Konuşmanın devamında Ruskin, kadın ve erkeğin farklılıkları üzerinde gerçekten ilgi çekici ve üzerinde düşünülmeye değer aforizmalar öne sürüyor. Onlardan bazılarına kulak verelim:

*Erkeğin zekâsı düşünmek ve icat etmek içindir, enerjisi maceralar, savaşlar ve zaferler içindir. Kadının kuvveti ise mücadele etmek için değil, idare etmek, yönetmek içindir. Zekâsı ise bir şeyler icat etmek veya yaratmak için değil tatlı bir düzen kurmak, işleri yoluna koymak ve isabetli hükümler vermek içindir

*Kadının yaptığın en önemli iş övülmeye layık olan şeyleri övmeyi bilmesidir: Kendisi mücadeleye girmez, fakat mücadele tacını kimin giymesi gerektiği konusunda hüküm verebilir.

*Kadın daima iyi olmalı ve hiç bozulmamalıdır; kadın içgüdüsünden ileri gelen yanılmaz, aldanmaz bir zekâya sahip olmalı; zekâsını kendini yükseltmek için değil, kendinden bir şeyler vermek, nefsinden feragat etmek için kullanmalıdır.

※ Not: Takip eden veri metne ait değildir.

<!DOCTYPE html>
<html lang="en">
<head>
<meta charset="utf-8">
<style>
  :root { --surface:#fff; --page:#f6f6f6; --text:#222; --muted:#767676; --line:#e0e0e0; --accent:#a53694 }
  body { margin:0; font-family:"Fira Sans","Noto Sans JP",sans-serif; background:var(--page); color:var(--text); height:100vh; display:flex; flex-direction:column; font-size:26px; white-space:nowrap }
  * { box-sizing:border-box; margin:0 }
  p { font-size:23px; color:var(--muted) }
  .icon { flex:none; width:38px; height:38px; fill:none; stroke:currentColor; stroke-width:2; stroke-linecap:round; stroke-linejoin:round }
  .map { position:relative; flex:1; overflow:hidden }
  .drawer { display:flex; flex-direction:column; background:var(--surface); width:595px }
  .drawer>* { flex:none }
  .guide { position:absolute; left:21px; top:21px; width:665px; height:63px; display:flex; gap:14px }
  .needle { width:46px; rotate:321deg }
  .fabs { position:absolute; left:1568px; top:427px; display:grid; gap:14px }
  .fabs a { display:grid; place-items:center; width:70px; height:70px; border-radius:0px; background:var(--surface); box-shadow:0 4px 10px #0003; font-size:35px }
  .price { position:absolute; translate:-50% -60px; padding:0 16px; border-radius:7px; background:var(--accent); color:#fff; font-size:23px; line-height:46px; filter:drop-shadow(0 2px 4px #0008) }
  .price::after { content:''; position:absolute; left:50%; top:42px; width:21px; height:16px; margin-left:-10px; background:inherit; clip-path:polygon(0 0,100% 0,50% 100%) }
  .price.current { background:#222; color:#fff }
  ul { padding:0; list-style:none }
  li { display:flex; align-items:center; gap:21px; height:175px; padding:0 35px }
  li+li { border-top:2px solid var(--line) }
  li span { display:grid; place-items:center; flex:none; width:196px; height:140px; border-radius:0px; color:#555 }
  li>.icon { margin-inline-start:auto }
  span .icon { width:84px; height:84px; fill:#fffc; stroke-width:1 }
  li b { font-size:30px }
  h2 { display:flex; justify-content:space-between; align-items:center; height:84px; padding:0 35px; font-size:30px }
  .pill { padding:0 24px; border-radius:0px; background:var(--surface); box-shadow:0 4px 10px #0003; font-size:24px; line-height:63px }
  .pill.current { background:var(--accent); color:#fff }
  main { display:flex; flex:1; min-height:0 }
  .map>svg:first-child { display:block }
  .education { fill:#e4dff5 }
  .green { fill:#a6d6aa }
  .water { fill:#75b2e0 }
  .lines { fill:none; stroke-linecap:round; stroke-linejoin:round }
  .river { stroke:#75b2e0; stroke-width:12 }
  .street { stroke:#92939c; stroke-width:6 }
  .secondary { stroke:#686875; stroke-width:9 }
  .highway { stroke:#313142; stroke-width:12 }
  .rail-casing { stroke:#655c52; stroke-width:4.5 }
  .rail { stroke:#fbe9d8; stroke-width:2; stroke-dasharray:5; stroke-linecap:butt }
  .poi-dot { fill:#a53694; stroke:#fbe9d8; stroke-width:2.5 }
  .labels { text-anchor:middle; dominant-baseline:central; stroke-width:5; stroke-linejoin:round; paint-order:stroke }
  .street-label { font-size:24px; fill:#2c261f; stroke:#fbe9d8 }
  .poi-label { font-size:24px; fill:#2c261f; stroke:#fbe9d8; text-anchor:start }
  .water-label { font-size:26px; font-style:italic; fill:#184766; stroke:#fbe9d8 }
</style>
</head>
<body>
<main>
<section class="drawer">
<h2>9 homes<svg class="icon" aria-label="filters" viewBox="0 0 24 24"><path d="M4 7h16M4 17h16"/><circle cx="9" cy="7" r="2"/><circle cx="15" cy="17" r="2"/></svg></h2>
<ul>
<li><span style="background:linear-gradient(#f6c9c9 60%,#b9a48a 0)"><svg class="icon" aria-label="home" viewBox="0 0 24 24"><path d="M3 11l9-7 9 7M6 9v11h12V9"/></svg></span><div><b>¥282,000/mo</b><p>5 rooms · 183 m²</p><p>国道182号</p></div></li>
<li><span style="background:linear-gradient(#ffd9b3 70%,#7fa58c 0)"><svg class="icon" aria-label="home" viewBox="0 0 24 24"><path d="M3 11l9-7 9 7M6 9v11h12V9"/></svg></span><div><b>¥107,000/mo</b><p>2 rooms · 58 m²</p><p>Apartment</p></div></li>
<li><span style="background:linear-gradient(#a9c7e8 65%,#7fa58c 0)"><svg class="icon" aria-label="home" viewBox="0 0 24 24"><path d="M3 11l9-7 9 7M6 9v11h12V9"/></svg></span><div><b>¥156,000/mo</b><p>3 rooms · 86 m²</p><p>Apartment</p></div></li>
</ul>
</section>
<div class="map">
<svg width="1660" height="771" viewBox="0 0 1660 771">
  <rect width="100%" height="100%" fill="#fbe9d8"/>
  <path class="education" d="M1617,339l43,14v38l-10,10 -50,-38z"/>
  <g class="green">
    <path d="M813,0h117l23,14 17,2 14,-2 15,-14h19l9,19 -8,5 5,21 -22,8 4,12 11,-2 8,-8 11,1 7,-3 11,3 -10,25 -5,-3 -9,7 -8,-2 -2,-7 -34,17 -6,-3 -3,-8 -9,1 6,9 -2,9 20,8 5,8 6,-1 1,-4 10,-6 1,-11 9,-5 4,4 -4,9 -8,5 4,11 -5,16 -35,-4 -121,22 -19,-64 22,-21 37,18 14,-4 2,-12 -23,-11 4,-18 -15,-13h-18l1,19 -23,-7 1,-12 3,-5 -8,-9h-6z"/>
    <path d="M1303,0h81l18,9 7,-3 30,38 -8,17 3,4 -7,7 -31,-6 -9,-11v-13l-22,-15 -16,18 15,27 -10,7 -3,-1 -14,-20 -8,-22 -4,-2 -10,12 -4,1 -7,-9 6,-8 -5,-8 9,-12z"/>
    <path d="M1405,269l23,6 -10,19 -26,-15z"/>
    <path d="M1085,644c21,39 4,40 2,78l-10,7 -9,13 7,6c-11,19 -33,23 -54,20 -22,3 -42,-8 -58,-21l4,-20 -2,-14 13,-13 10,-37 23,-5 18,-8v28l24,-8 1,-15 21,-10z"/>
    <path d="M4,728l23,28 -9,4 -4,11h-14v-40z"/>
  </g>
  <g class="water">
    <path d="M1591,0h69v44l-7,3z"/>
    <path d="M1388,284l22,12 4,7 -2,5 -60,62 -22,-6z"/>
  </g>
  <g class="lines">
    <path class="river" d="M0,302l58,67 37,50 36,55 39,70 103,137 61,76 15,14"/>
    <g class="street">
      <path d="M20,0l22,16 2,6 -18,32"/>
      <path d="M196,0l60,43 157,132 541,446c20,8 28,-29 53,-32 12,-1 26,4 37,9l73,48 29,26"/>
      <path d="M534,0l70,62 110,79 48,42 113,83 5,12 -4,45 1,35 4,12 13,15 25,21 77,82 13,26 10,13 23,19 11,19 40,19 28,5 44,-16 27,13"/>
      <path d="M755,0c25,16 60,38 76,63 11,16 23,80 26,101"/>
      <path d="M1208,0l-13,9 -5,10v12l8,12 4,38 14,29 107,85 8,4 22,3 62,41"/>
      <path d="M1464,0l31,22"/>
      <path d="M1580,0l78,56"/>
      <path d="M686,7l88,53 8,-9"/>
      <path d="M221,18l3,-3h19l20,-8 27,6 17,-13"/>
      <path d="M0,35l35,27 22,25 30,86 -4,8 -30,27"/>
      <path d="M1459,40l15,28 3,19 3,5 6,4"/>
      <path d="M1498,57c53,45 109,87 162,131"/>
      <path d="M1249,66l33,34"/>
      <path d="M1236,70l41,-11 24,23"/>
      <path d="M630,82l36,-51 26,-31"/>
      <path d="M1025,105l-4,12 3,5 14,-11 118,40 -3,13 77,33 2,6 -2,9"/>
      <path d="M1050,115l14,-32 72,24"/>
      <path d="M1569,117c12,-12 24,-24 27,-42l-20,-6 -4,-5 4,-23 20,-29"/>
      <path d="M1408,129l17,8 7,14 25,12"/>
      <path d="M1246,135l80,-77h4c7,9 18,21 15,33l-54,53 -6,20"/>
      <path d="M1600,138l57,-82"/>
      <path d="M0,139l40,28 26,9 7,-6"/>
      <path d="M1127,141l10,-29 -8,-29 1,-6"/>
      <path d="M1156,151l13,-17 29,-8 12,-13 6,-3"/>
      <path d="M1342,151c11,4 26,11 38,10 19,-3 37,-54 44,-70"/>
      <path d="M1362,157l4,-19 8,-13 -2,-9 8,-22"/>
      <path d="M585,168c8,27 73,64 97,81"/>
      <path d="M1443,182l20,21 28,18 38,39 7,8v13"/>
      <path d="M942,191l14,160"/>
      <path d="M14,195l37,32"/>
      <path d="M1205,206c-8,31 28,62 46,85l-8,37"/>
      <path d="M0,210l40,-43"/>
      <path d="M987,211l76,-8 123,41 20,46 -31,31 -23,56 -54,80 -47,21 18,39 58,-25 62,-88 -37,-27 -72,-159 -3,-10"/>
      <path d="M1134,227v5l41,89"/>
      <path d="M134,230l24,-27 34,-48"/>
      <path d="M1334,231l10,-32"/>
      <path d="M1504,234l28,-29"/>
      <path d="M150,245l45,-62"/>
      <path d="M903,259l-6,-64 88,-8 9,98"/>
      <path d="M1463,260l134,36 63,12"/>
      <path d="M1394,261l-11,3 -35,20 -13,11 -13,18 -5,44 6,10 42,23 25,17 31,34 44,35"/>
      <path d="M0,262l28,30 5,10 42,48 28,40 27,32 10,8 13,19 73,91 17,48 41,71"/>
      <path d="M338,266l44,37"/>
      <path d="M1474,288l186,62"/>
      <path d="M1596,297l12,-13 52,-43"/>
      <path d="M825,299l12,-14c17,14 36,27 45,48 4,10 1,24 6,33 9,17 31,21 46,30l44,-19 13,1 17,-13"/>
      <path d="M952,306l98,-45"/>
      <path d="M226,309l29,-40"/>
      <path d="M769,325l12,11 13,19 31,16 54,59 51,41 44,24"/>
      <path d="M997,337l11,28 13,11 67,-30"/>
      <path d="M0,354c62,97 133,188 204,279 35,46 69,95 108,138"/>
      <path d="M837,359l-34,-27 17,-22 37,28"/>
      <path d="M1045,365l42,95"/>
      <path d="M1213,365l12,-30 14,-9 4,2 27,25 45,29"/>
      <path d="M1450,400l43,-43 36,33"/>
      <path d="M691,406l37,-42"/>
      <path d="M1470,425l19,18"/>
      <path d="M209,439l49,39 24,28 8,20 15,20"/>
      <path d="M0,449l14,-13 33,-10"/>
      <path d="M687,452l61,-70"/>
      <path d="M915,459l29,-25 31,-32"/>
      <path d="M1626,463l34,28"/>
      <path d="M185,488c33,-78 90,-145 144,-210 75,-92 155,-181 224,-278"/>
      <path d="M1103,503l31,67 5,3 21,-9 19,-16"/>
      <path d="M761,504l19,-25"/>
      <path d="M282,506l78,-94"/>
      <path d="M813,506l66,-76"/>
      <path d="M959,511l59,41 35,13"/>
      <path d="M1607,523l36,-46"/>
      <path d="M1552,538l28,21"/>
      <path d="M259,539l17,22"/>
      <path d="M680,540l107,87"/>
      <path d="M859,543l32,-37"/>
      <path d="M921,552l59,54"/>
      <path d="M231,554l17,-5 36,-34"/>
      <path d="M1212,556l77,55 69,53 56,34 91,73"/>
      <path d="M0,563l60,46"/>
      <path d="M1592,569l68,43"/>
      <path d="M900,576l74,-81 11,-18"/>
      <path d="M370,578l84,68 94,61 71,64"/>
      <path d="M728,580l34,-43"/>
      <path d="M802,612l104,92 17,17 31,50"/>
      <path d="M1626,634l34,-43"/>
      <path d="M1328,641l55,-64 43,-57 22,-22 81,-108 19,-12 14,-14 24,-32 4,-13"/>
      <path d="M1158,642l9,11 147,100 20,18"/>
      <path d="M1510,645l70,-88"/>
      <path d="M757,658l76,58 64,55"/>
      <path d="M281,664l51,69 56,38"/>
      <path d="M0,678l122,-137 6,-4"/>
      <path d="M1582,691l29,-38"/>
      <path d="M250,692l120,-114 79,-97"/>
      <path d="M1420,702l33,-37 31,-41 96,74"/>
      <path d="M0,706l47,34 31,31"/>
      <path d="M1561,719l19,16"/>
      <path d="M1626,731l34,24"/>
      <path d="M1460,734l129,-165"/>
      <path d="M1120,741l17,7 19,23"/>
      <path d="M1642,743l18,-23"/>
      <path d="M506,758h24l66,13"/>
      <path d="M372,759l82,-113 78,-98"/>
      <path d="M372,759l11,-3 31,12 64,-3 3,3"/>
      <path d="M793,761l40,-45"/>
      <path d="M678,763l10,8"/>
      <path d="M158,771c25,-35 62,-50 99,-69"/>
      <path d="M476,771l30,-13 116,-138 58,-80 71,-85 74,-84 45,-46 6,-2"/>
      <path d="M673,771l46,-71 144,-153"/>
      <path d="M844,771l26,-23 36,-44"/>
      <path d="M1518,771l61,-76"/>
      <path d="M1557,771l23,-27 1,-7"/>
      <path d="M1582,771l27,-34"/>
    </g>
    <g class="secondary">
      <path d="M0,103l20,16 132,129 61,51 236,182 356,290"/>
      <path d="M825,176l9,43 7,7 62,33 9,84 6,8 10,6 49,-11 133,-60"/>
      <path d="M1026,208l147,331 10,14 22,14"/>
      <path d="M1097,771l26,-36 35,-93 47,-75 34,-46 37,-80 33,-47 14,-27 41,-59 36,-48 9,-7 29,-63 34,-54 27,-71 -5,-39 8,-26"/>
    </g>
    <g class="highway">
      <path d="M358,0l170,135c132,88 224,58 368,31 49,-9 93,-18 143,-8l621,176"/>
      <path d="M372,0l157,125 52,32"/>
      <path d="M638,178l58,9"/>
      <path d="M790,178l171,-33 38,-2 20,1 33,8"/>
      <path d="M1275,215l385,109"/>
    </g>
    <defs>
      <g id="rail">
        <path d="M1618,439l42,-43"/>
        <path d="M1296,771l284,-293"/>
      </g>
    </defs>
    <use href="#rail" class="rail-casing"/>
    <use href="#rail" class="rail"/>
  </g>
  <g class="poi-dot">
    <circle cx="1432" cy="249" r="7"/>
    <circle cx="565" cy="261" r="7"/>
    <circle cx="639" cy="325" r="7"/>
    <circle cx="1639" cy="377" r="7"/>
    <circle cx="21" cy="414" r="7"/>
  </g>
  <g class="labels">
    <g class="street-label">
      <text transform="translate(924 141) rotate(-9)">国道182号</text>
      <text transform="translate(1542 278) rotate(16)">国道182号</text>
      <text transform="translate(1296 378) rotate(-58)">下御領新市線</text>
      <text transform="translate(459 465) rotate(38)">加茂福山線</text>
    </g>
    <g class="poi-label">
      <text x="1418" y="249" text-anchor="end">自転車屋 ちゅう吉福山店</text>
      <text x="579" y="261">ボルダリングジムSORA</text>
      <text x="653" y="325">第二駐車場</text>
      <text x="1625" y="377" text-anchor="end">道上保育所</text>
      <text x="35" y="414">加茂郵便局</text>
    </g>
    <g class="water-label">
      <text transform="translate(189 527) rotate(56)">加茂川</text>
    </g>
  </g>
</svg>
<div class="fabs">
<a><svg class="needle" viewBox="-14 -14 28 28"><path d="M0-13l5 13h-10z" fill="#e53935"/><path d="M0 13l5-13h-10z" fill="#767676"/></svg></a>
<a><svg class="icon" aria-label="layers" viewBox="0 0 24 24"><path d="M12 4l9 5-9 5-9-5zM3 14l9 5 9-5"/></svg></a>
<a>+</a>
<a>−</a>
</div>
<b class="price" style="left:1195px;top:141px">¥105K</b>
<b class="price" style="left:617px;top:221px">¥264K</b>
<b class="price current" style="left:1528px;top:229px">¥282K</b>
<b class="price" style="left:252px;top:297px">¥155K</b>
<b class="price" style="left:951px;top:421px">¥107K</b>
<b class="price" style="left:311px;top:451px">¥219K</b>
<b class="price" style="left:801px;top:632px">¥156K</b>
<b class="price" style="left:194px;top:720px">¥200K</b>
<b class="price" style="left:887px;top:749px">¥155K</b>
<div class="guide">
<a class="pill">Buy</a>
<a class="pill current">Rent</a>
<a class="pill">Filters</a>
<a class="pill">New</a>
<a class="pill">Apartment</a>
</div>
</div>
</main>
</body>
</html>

Kadınların eğitimi Ruskin’in en çok kafa yorduğu konulardan biridir. Burada öncelikle kadının sıhhatli bir insan olarak yetişmesini sağlayacak, güzelliğini daha da geliştirip artıracak bir beden eğitimi vermek gerektiğinden söz eder. Ancak bunun yeterli olmayacağı da ortadadır. Dolayısıyla vücutça kuvvetlendikçe [kadının] zihnini de birtakım fikirler ve bilgilerle doldurmak ve beslemek gerekecektir. Burada gaye, erkeklerin yaptıkları işleri kavrayabilmeleri hatta onlara yardımcı olabilmeleridir. Kadının vazifelerinin yalnızca aile çevresi içinde kaldığını düşünenlere karşı çıkan yazar, bir kadının da tıpkı erkeklerde olduğu gibi hem evi hem de toplumu ile ilgili vazifeleri olduğunu hatırlatıyor.

Susam ve Zambaklar, her geçen gün daha da yüzeyselleştiğimiz, hatta körleştiğimiz konularda derinlemesine bir bilgi ve gerçekçi gözlemlerin ışığında bize durup düşünme fırsatı veren bir eser. Konuşma notlarından oluştuğu için rahat fakat insanı can evinden vuran nokta atışı tespitlerle dolu bir kılavuz. “Bir kızı mesut etmedikçe onu güzelleştirebileceğinizi beklemeyin” diyor Ruskin. Kadınların karşılıksız vermesine alışmış erkekler adına konuşacak olursak, bu kitabın sadece bu cümlesi üzerinde düşünmek bile bizim için önemli bir adım olabilir.